A Carbon Nanotube Reporter of MicroRNA Hybridization Events In Vivo

Authors Jackson D. Harvey, Prakrit V. Jena, Hanan A. Baker, Gül H. Zerze, Ryan M. Williams, Thomas V. Galassi, Daniel Roxbury, Jeetain Mittal, and Daniel A. Heller


MicroRNAs and other small oligonucleotides in biofluids are promising disease biomarkers, yet conventional assays require complex processing steps that are unsuitable for point-of-care testing or for implantable or wearable sensors. Single-walled carbon nanotubes are an ideal material for implantable sensors, owing to their emission in the near-infrared spectral region, photostability and exquisite sensitivity.

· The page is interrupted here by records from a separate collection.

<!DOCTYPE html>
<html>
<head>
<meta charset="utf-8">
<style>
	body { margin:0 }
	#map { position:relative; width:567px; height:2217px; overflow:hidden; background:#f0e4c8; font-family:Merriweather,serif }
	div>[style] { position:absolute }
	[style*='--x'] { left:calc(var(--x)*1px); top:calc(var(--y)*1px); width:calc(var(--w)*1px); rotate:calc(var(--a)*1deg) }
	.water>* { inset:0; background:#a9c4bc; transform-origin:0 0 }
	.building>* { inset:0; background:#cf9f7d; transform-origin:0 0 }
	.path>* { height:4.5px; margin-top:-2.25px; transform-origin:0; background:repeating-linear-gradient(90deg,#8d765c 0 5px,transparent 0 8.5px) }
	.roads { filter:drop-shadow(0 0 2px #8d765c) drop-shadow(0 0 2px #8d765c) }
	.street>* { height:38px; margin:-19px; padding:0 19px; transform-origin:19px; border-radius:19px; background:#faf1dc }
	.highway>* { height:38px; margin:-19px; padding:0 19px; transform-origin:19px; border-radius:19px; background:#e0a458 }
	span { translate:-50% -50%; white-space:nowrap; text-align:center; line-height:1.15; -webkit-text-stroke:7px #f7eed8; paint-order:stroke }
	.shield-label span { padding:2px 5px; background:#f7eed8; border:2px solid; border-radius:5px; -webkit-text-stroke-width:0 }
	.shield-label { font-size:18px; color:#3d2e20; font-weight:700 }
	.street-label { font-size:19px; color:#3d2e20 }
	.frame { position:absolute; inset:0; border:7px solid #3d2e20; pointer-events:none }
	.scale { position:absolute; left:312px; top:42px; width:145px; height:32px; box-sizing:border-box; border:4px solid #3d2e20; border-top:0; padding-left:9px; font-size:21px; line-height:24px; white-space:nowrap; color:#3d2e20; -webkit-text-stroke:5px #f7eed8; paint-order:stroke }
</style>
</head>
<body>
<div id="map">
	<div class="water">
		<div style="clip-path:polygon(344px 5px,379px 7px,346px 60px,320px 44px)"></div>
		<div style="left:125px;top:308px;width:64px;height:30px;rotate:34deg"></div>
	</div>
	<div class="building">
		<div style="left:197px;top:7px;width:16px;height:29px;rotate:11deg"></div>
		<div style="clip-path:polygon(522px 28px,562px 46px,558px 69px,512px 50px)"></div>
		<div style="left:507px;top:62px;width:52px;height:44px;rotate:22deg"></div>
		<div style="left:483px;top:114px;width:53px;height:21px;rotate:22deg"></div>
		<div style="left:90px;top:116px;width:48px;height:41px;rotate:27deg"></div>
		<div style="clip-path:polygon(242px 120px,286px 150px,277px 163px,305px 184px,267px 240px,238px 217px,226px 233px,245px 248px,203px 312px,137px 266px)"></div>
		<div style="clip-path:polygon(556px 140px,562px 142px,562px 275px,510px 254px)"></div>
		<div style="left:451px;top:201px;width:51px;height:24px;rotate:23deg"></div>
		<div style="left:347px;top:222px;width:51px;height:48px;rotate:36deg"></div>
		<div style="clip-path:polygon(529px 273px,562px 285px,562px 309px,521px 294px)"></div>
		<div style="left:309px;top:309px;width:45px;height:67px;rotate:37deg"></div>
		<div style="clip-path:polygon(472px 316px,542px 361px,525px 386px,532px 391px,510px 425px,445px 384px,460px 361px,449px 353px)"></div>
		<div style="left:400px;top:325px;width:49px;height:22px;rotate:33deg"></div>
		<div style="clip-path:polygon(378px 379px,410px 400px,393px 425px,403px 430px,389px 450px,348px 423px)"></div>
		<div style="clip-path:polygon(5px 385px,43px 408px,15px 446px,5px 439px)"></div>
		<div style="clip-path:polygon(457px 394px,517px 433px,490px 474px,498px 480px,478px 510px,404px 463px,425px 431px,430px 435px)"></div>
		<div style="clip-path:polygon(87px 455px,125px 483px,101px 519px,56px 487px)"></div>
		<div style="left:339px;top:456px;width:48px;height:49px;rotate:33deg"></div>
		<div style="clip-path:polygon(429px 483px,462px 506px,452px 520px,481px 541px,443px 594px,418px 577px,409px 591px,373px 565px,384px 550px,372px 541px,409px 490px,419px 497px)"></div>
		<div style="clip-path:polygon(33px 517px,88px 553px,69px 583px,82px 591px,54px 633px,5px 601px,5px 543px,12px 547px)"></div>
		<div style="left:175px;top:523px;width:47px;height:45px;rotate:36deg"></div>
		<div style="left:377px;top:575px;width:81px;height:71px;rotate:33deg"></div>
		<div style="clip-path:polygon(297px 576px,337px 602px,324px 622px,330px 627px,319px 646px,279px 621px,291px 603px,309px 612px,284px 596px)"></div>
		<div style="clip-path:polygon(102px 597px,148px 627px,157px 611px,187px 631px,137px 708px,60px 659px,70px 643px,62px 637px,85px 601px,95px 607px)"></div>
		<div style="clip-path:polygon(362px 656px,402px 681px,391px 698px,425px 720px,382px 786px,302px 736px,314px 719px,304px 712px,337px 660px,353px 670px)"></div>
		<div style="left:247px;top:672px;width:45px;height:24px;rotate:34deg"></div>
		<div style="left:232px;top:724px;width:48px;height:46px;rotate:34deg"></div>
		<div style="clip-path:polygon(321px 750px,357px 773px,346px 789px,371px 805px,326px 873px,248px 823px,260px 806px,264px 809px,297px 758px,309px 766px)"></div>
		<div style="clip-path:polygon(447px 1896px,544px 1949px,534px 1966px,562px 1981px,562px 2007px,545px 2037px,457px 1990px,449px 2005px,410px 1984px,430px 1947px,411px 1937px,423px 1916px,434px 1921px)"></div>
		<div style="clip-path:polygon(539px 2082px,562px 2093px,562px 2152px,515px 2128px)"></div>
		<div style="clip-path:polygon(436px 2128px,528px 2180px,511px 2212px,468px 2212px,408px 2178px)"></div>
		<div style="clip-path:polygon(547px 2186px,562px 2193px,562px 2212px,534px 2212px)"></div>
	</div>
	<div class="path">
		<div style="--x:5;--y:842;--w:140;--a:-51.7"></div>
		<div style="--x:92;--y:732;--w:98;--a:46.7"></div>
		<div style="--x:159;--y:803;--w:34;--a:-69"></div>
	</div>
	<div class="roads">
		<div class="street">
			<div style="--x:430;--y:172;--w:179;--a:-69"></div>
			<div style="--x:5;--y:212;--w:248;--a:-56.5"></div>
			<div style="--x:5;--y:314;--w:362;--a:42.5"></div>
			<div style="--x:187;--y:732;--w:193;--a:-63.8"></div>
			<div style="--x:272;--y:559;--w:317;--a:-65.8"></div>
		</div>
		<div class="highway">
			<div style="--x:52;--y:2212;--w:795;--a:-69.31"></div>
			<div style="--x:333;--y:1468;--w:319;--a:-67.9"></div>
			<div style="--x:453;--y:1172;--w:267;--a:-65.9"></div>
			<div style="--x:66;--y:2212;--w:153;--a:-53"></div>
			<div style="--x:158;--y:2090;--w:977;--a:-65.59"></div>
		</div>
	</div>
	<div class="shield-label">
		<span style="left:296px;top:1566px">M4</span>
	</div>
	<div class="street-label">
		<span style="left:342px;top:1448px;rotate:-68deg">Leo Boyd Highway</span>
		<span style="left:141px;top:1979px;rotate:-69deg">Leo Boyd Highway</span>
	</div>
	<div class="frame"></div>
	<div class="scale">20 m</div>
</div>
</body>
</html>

Here, we report an engineered carbon-nanotube-based sensor capable of real-time optical quantification of hybridization events of microRNA and other oligonucleotides. The mechanism of the sensor arises from competitive effects between displacement of both oligonucleotide charge groups and water from the nanotube surface, which result in a solvatochromism-like response. The sensor, which allows for detection via single-molecule sensor elements and for multiplexing by using multiple nanotube chiralities, can monitor toehold-based strand-displacement events, which reverse the sensor response and regenerate the sensor complex. We also show that the sensor functions in whole urine and serum, and can non-invasively measure DNA and microRNA after implantation in live mice.